Anthropic faced an immediate regulatory crisis after receiving a directive from the Trump administration to suspend access to its Mythos 5 and Fable 5 models for any foreign national. The order, issued on a Friday afternoon, required the company to disable products it had spent the previous week actively promoting. To comply with the directive, Anthropic staff had to travel to Washington DC to engage directly with officials, including President Donald Trump, in an effort to reverse the decision. The restriction applied broadly, covering both international users and the company’s own employees based outside the United States, effectively halting global deployment of the new AI systems.

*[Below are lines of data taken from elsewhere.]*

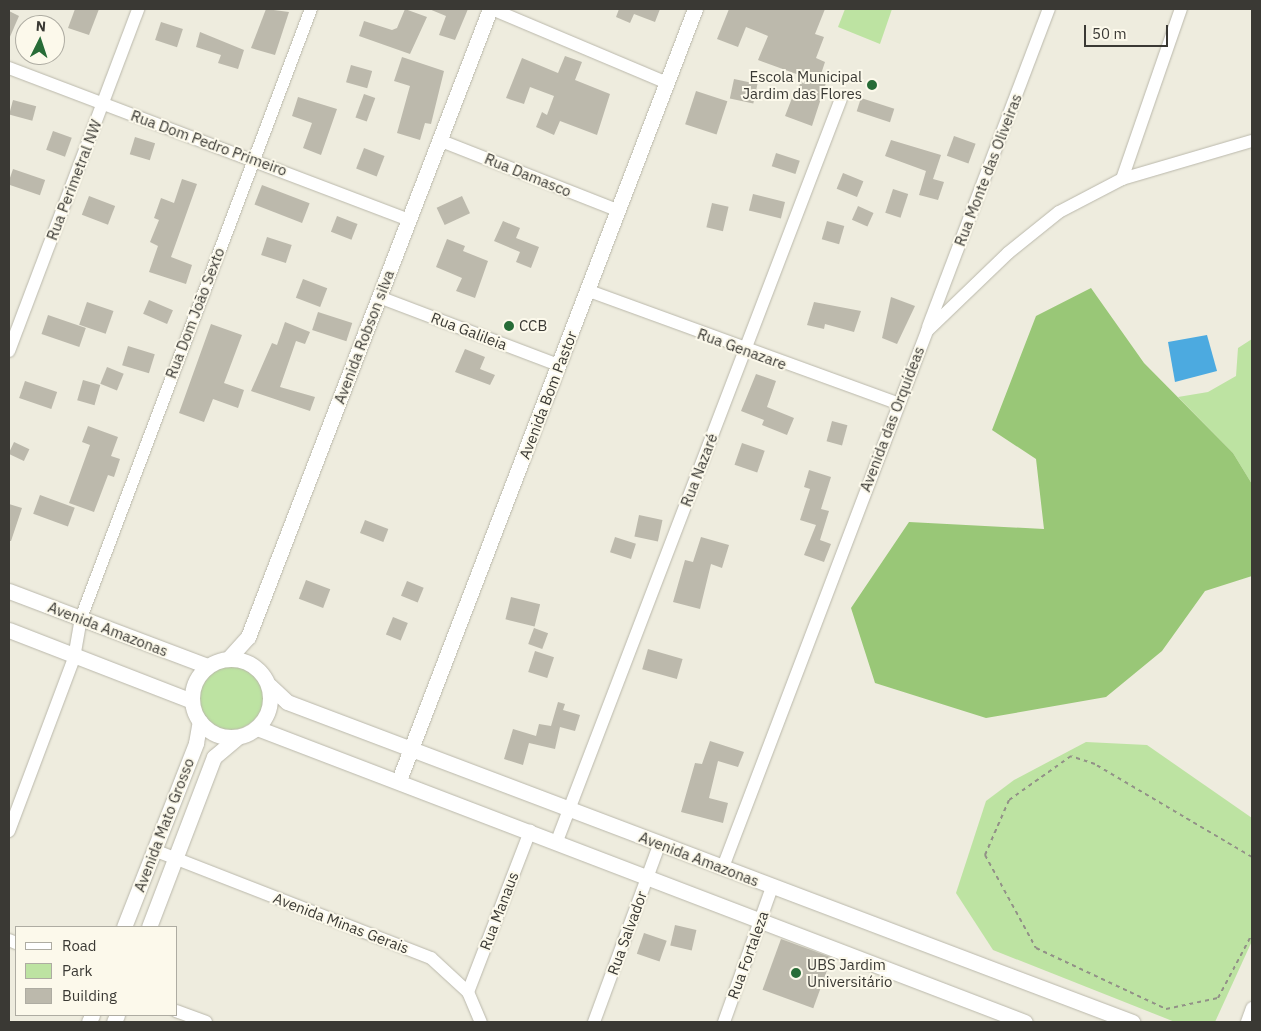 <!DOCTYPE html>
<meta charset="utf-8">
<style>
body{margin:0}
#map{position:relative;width:1261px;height:1031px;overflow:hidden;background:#eeecde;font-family:"IBM Plex Sans",sans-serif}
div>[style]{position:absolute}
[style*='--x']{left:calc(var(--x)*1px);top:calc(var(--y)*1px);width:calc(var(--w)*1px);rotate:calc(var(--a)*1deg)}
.green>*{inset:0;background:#bde3a2}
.round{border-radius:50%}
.forest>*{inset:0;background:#99c777}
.water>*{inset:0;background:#4caae0}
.building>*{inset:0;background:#bcb9ac;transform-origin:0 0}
.path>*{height:2px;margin-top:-1px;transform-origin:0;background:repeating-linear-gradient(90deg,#929187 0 4px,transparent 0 8px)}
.roads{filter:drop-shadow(0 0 1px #bab8ab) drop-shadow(0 0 1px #bab8ab)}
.minor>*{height:12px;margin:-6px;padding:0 6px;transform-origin:6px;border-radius:6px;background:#fff}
.tertiary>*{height:15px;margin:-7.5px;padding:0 7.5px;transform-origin:7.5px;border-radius:7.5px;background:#fff}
.tertiary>.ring{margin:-7.5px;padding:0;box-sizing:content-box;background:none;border:15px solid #fff;border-radius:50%}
.dots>*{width:14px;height:14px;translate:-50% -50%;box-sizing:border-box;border:2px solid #fcf9eb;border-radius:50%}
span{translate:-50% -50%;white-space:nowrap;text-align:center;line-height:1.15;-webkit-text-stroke:4px #fcf9eb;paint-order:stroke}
.poi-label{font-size:15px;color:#3a3934}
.right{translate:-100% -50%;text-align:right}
.left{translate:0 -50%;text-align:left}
.street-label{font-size:15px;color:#3a3934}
.frame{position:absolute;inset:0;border:10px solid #3a3934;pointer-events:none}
.legend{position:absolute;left:15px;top:926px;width:162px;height:90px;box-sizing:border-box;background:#fcf9eb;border:1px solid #aeaca2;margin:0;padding:6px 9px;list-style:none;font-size:15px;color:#3a3934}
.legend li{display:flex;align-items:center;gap:10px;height:25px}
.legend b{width:25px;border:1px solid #aeaca2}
.north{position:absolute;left:15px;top:15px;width:50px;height:50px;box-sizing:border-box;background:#fcf9eb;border:1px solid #aeaca2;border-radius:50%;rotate:4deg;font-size:14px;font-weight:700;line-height:20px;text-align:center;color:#3a3934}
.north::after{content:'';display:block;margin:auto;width:18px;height:22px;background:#276c37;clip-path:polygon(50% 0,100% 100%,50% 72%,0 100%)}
.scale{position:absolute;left:1084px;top:25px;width:84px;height:22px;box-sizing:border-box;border:2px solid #3a3934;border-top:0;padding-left:6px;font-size:15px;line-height:18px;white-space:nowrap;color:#3a3934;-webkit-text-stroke:4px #fcf9eb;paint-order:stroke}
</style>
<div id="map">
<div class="green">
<div style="clip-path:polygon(845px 9px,892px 9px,880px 44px,838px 27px)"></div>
<div style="clip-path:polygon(1252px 339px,1252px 484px,1233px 453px,1178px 397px,1208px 392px,1236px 376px,1238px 348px)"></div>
<div class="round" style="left:196px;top:662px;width:68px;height:68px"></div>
<div style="clip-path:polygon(1086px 742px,1147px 745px,1252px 818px,1252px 941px,1215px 1022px,1175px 1022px,993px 950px,956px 893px,986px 801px,1014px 780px)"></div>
</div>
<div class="forest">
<div style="clip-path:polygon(1091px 288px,1144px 363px,1233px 453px,1252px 484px,1252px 576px,1205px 591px,1162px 651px,1106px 697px,986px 718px,875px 683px,851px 608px,909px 522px,1044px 529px,1036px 459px,992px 430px,1036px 316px)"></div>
</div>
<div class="water">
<div style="clip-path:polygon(1207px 335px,1217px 371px,1175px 382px,1168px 342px)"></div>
</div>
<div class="building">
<div style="clip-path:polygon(75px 9px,99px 9px,89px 35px,68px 28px)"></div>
<div style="clip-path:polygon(266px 9px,289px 12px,275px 55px,251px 48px)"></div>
<div style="clip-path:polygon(405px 9px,427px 17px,410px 54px,359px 36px,364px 21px,392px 30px,397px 28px)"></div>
<div style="clip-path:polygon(429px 9px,468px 9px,455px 40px,439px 35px,446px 16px)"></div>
<div style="clip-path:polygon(619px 9px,660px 9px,655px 22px,634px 14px,630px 23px,616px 17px)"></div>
<div style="clip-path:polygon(729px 9px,825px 9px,815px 34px,824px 37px,816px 58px,825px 62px,819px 80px,826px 83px,812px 126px,785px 116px,792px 98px,796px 99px,802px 76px,758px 60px,768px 36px,746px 27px,738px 47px,717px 39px)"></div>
<div style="clip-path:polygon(9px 11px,19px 16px,9px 39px)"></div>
<div style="left:161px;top:22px;width:23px;height:19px;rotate:18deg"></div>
<div style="clip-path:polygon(200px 32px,244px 50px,238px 69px,218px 63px,221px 55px,196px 47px)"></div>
<div style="clip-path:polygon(565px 56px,582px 62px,575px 80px,610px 94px,597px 135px,560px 121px,554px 135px,536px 127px,542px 112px,547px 115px,554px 96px,530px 87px,524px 104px,506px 98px,522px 58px,558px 73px)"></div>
<div style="clip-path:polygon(402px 57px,444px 71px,431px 124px,425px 123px,420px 140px,397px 133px,410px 86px,394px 81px)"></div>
<div style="left:351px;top:65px;width:22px;height:18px;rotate:16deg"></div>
<div style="left:734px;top:79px;width:24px;height:20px;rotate:12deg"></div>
<div style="left:696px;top:91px;width:33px;height:35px;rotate:18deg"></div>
<div style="left:364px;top:94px;width:12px;height:25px;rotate:20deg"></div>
<div style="clip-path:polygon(298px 97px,337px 109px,321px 155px,303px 148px,312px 123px,292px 116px)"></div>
<div style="left:861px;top:98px;width:35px;height:14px;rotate:18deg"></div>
<div style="left:13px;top:100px;width:24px;height:15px;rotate:15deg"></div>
<div style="left:53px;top:131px;width:20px;height:20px;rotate:20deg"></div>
<div style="left:954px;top:136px;width:23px;height:21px;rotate:20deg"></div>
<div style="left:135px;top:137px;width:21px;height:18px;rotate:17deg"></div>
<div style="clip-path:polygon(891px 140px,941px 155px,933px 179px,944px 182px,938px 200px,919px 195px,926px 171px,885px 156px)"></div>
<div style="left:364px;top:148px;width:22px;height:22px;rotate:21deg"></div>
<div style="left:776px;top:153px;width:25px;height:14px;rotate:18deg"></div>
<div style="left:13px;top:169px;width:34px;height:16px;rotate:19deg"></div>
<div style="left:843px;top:173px;width:22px;height:17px;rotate:22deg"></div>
<div style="clip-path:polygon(182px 179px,197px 184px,171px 257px,192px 265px,186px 284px,149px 272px,158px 246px,150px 242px,159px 220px,154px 218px,161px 198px,174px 203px)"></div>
<div style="left:262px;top:185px;width:51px;height:21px;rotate:21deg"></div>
<div style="left:893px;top:189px;width:16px;height:25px;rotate:18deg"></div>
<div style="left:753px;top:194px;width:33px;height:17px;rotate:14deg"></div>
<div style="left:89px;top:196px;width:28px;height:20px;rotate:21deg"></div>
<div style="left:462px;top:196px;width:19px;height:28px;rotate:65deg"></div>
<div style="left:712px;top:203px;width:17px;height:25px;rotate:13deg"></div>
<div style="left:858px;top:206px;width:17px;height:15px;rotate:24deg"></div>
<div style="left:337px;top:216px;width:22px;height:17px;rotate:21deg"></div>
<div style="clip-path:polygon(503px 221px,520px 228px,516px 238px,539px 247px,531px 268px,516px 262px,520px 252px,494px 241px)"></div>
<div style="left:827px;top:221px;width:18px;height:19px;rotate:16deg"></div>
<div style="left:267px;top:237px;width:26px;height:19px;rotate:18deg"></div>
<div style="clip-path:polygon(447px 239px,465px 246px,463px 251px,488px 261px,475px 298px,456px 291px,462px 278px,436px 267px)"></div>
<div style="left:303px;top:279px;width:26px;height:20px;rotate:21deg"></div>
<div style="clip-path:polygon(891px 297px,915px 306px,897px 344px,882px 338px)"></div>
<div style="left:149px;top:300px;width:26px;height:15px;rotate:23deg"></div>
<div style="left:87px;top:302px;width:28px;height:24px;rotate:19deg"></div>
<div style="clip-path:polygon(814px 302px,861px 311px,854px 332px,825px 324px,824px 329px,807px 325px)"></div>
<div style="left:318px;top:312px;width:36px;height:19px;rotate:18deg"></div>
<div style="left:48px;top:315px;width:40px;height:20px;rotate:19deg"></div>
<div style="clip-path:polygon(285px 322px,310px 332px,305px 344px,296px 341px,280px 387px,315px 397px,310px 411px,251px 391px,272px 343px,277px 345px)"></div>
<div style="clip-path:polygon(211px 324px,242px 335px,224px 383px,244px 390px,238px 408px,213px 399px,204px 422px,179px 413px)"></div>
<div style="left:128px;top:346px;width:28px;height:20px;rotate:17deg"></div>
<div style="clip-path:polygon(465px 349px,485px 357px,480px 369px,495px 375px,490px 385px,455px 372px)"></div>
<div style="left:107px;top:367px;width:18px;height:18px;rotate:22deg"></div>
<div style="clip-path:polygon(756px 374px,776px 381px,767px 407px,794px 418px,787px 435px,762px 425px,764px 420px,741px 411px)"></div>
<div style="left:83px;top:380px;width:18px;height:21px;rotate:16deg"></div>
<div style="left:25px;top:381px;width:34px;height:18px;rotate:19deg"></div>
<div style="left:832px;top:421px;width:16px;height:21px;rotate:15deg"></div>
<div style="clip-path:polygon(88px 426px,118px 437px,111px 456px,120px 459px,114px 477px,108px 475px,94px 512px,69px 503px,90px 445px,82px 442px)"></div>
<div style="left:14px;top:442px;width:17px;height:13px;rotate:25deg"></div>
<div style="left:742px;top:443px;width:24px;height:23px;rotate:19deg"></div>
<div style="clip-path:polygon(809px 470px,831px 477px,821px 509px,829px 511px,820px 540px,831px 544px,824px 562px,804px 555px,816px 525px,800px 520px,810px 489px,804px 487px)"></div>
<div style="left:40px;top:495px;width:37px;height:20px;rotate:20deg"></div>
<div style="clip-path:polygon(9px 504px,22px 508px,11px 541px,9px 541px)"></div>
<div style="left:639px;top:515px;width:24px;height:22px;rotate:12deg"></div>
<div style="left:365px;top:520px;width:25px;height:14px;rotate:21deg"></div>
<div style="left:615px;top:537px;width:22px;height:16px;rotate:18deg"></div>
<div style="clip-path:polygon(701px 537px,729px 545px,722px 568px,711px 564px,700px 609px,673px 602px,685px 560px,693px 562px)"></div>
<div style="left:306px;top:580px;width:26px;height:20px;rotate:21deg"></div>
<div style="left:407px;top:581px;width:18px;height:16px;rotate:22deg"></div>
<div style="left:511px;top:597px;width:30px;height:23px;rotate:14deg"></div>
<div style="left:393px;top:617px;width:16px;height:19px;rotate:22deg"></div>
<div style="left:534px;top:628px;width:15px;height:17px;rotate:20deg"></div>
<div style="left:648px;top:649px;width:36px;height:21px;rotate:16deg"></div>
<div style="left:535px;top:651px;width:20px;height:22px;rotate:18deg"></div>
<div style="clip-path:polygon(558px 702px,565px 704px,563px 710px,580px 715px,575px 731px,560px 727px,555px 749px,529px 743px,523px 765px,504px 759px,513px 729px,536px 736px,539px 724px,551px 726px)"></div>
<div style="clip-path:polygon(710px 741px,744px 752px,738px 767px,718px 761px,709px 798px,728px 803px,723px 823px,681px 812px,695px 763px,702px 764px)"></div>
<div style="left:675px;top:925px;width:22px;height:21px;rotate:13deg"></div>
<div style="left:644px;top:933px;width:24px;height:22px;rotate:19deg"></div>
<div style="left:781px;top:939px;width:54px;height:54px;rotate:20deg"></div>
</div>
<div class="path">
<div style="--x:1252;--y:857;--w:182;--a:-149.4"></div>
<div style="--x:1095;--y:764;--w:25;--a:-162"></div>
<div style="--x:1071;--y:756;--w:76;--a:144.6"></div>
<div style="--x:1009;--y:800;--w:60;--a:113.6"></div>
<div style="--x:985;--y:855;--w:106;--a:61.3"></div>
<div style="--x:1036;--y:948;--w:144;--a:25.1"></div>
<div style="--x:1166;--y:1009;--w:53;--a:-11.9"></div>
<div style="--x:1218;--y:998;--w:72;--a:-62"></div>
</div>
<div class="roads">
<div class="minor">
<div style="--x:492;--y:9;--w:190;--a:22.9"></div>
<div style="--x:9;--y:68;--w:428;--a:20.8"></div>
<div style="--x:439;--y:140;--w:191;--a:21.5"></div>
<div style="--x:1122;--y:179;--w:180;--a:-70.9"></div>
<div style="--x:589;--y:291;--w:327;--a:20"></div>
<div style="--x:379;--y:297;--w:191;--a:20.8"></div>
<div style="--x:928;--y:327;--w:340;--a:-69.2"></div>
<div style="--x:9;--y:351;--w:366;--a:-69.3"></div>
<div style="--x:9;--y:831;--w:185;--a:-69.4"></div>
<div style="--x:74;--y:658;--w:41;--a:-80.1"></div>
<div style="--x:81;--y:618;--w:651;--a:-69.31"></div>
<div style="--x:557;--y:841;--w:794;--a:-69.06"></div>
<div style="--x:154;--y:850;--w:297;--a:21.3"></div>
<div style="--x:431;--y:958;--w:50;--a:42.6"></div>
<div style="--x:468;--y:992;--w:33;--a:67"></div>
<div style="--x:723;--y:867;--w:574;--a:-69.16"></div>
<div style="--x:927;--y:331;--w:112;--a:-43.9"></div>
<div style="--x:1008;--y:253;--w:65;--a:-38.8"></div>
<div style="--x:1059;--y:212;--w:71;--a:-27.6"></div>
<div style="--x:1122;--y:179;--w:135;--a:-16.3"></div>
<div style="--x:9;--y:940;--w:8;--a:23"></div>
<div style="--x:468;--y:992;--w:173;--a:-68.9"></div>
<div style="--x:176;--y:1011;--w:32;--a:20"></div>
<div style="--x:594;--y:1022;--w:191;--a:-69.8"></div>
<div style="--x:724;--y:1022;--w:143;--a:-70.4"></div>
<div style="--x:1247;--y:1022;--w:15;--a:-70"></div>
</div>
<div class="tertiary">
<div style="--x:9;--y:591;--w:212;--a:20.7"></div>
<div style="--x:9;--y:630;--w:196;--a:21.2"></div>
<div class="ring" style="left:192px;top:659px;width:63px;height:63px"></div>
<div style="--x:228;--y:659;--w:30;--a:-48"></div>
<div style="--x:248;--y:637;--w:673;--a:-68.93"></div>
<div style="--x:270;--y:686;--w:23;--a:43"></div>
<div style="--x:287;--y:702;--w:904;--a:20.74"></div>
<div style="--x:257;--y:728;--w:822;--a:20.95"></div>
<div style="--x:399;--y:780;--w:826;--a:-69"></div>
<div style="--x:124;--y:927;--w:198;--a:-68.6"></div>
<div style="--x:196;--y:743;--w:22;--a:-80"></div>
<div style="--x:149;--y:927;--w:182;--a:-69.1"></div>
<div style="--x:214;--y:757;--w:31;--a:-40"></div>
<div style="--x:89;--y:1022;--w:8;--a:-67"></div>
<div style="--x:114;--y:1022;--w:8;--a:-67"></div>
</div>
</div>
<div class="dots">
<div style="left:872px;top:85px;background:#276c37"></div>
<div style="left:509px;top:326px;background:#276c37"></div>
<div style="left:796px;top:973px;background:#276c37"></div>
</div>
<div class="poi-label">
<span class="right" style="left:862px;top:85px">Escola Municipal<br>Jardim das Flores</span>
<span class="left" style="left:519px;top:326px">CCB</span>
<span class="left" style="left:807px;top:973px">UBS Jardim<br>Universitário</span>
</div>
<div class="street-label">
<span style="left:209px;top:143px;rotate:20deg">Rua Dom Pedro Primeiro</span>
<span style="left:988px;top:170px;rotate:-69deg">Rua Monte das Oliveiras</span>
<span style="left:528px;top:175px;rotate:22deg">Rua Damasco</span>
<span style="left:74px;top:180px;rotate:-69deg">Rua Perimetral NW</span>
<span style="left:195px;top:313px;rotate:-69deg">Rua Dom João Sexto</span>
<span style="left:469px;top:331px;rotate:21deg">Rua Galileia</span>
<span style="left:364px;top:337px;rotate:-69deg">Avenida Robson silva</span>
<span style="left:742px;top:349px;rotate:20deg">Rua Genazare</span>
<span style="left:548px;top:395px;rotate:-69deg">Avenida Bom Pastor</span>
<span style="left:892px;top:419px;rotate:-69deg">Avenida das Orquídeas</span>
<span style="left:699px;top:470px;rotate:-69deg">Rua Nazaré</span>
<span style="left:108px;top:629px;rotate:21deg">Avenida Amazonas</span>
<span style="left:164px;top:825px;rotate:-69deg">Avenida Mato Grosso</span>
<span style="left:699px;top:859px;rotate:21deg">Avenida Amazonas</span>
<span style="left:499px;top:911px;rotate:-69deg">Rua Manaus</span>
<span style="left:341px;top:923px;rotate:21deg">Avenida Minas Gerais</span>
<span style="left:627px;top:933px;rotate:-70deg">Rua Salvador</span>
<span style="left:748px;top:955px;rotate:-70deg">Rua Fortaleza</span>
</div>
<div class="frame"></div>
<ul class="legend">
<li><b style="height:6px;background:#fff"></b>Road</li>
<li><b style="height:14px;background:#bde3a2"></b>Park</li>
<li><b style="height:14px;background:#bcb9ac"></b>Building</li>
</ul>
<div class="north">N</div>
<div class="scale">50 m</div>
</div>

This incident highlights the escalating tension between rapid AI innovation and emerging national security export controls. While the technology sector prioritises speed and global accessibility, the current administration is enforcing stricter barriers to prevent sensitive models from reaching foreign entities. The situation underscores the uncertainty companies face when launching high-capability systems without clear regulatory foresight. Anthropic’s direct intervention suggests that dialogue with policymakers remains a critical strategy for navigating these volatile restrictions.
- Anthropic was ordered to disable access to Mythos 5 and Fable 5 for all non-US users and staff.
- The company sent employees to Washington DC to lobby against the export control directive.
- Regulatory uncertainty continues to impact the deployment timeline for advanced AI models.